Saved data entries ::
▽
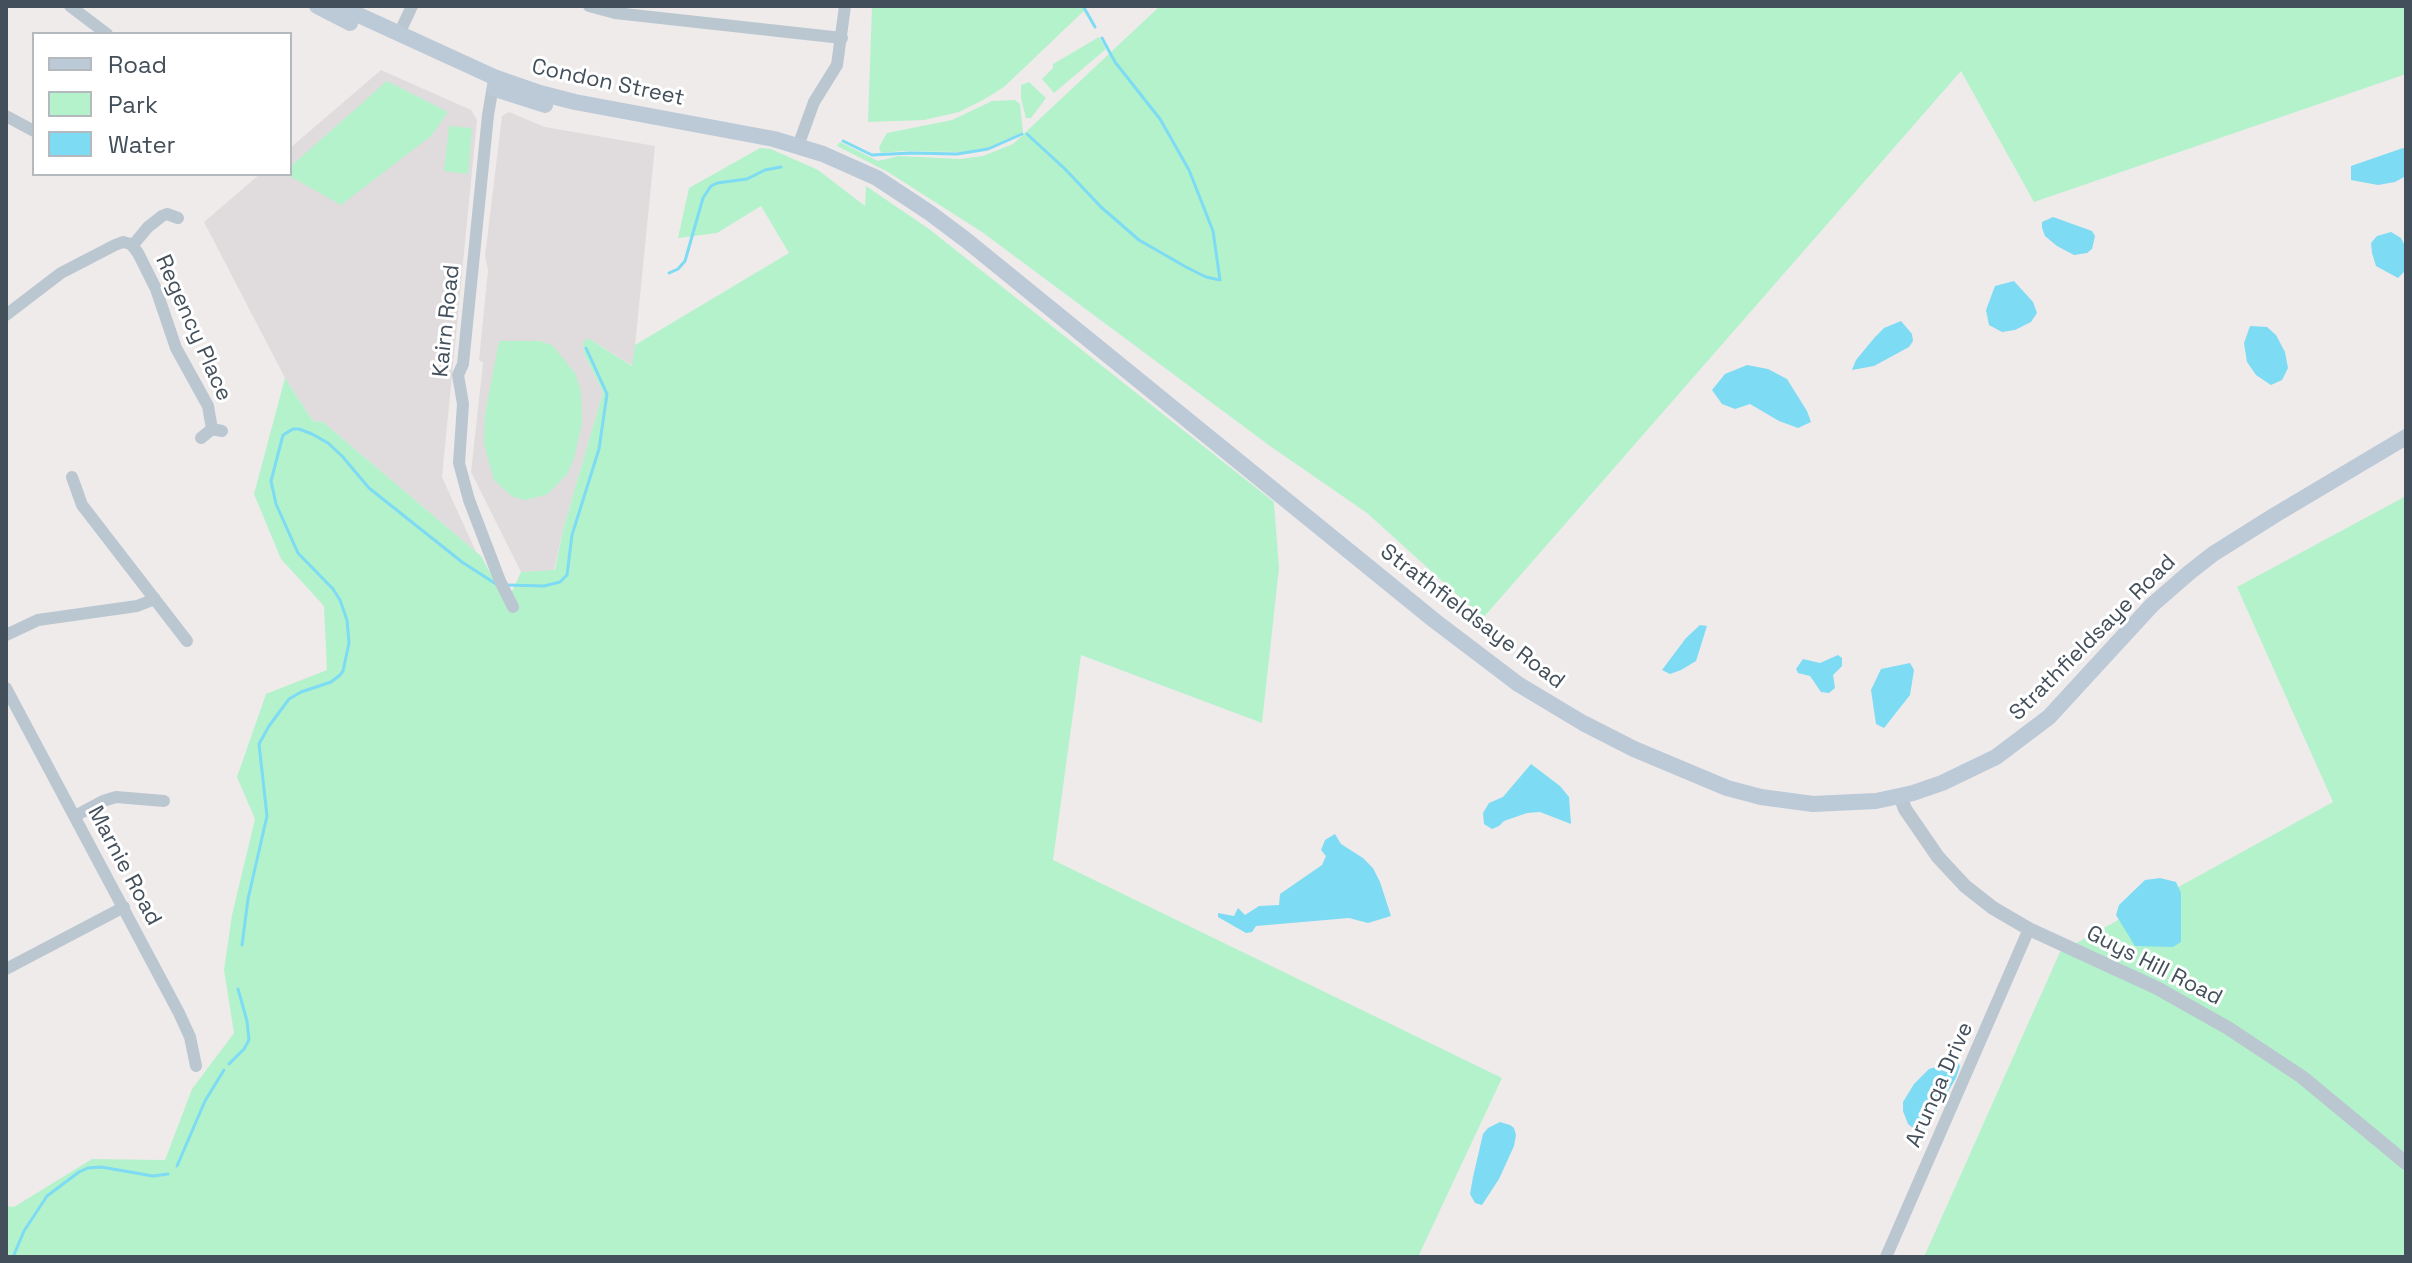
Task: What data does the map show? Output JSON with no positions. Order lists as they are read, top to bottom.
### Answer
{
  "streets": {
    "main road": ["Condon Street", "Strathfieldsaye Road"],
    "street": [
      "Kairn Road",
      "Regency Place",
      "Marnie Road",
      "Guys Hill Road",
      "Arunga Drive"
    ]
  },
  "crossings": [
    ["Condon Street", "Kairn Road"],
    ["Condon Street", "Strathfieldsaye Road"],
    ["Strathfieldsaye Road", "Guys Hill Road"],
    ["Guys Hill Road", "Arunga Drive"]
  ],
  "legend": ["Road", "Park", "Water"]
}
△
Your copy should match the entries exactly, minus the pictures.

Task: What data does the map show? Output JSON with no positions. Order lists as they are read, top to bottom.
### Answer
{
  "streets": {
    "main road": ["Condon Street", "Strathfieldsaye Road"],
    "street": [
      "Kairn Road",
      "Regency Place",
      "Marnie Road",
      "Guys Hill Road",
      "Arunga Drive"
    ]
  },
  "crossings": [
    ["Condon Street", "Kairn Road"],
    ["Condon Street", "Strathfieldsaye Road"],
    ["Strathfieldsaye Road", "Guys Hill Road"],
    ["Guys Hill Road", "Arunga Drive"]
  ],
  "legend": ["Road", "Park", "Water"]
}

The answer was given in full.